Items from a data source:
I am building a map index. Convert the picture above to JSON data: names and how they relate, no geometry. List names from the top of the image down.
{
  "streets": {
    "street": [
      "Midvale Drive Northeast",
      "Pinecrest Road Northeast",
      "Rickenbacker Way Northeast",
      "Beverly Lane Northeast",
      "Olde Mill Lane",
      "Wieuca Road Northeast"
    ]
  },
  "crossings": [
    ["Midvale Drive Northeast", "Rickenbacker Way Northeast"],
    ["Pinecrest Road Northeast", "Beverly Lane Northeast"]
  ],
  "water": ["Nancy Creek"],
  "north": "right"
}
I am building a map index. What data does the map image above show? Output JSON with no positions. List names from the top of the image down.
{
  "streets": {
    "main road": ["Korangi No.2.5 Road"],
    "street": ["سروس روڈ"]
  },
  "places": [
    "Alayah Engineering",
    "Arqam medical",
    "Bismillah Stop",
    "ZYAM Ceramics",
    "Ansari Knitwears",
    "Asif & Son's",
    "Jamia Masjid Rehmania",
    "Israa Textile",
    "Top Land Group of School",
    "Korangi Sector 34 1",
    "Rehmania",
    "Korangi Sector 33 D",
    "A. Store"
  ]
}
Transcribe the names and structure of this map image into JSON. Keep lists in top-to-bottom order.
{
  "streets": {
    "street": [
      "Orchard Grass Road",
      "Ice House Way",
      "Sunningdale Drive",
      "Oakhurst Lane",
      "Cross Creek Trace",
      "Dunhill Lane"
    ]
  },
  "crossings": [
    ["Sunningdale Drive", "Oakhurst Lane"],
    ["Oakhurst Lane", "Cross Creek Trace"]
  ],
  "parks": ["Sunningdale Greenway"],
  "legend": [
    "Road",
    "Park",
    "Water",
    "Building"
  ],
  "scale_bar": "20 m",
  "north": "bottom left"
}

• TASK
An exact copy of every entry is what's needed, so retype them all.

• SOLUTION FOR THIS EXERCISE
I am building a map index. Convert the picture above to JSON data: names and how they relate, no geometry. List names from the top of the image down.
{
  "streets": {
    "street": [
      "Midvale Drive Northeast",
      "Pinecrest Road Northeast",
      "Rickenbacker Way Northeast",
      "Beverly Lane Northeast",
      "Olde Mill Lane",
      "Wieuca Road Northeast"
    ]
  },
  "crossings": [
    ["Midvale Drive Northeast", "Rickenbacker Way Northeast"],
    ["Pinecrest Road Northeast", "Beverly Lane Northeast"]
  ],
  "water": ["Nancy Creek"],
  "north": "right"
}
I am building a map index. What data does the map image above show? Output JSON with no positions. List names from the top of the image down.
{
  "streets": {
    "main road": ["Korangi No.2.5 Road"],
    "street": ["سروس روڈ"]
  },
  "places": [
    "Alayah Engineering",
    "Arqam medical",
    "Bismillah Stop",
    "ZYAM Ceramics",
    "Ansari Knitwears",
    "Asif & Son's",
    "Jamia Masjid Rehmania",
    "Israa Textile",
    "Top Land Group of School",
    "Korangi Sector 34 1",
    "Rehmania",
    "Korangi Sector 33 D",
    "A. Store"
  ]
}
Transcribe the names and structure of this map image into JSON. Keep lists in top-to-bottom order.
{
  "streets": {
    "street": [
      "Orchard Grass Road",
      "Ice House Way",
      "Sunningdale Drive",
      "Oakhurst Lane",
      "Cross Creek Trace",
      "Dunhill Lane"
    ]
  },
  "crossings": [
    ["Sunningdale Drive", "Oakhurst Lane"],
    ["Oakhurst Lane", "Cross Creek Trace"]
  ],
  "parks": ["Sunningdale Greenway"],
  "legend": [
    "Road",
    "Park",
    "Water",
    "Building"
  ],
  "scale_bar": "20 m",
  "north": "bottom left"
}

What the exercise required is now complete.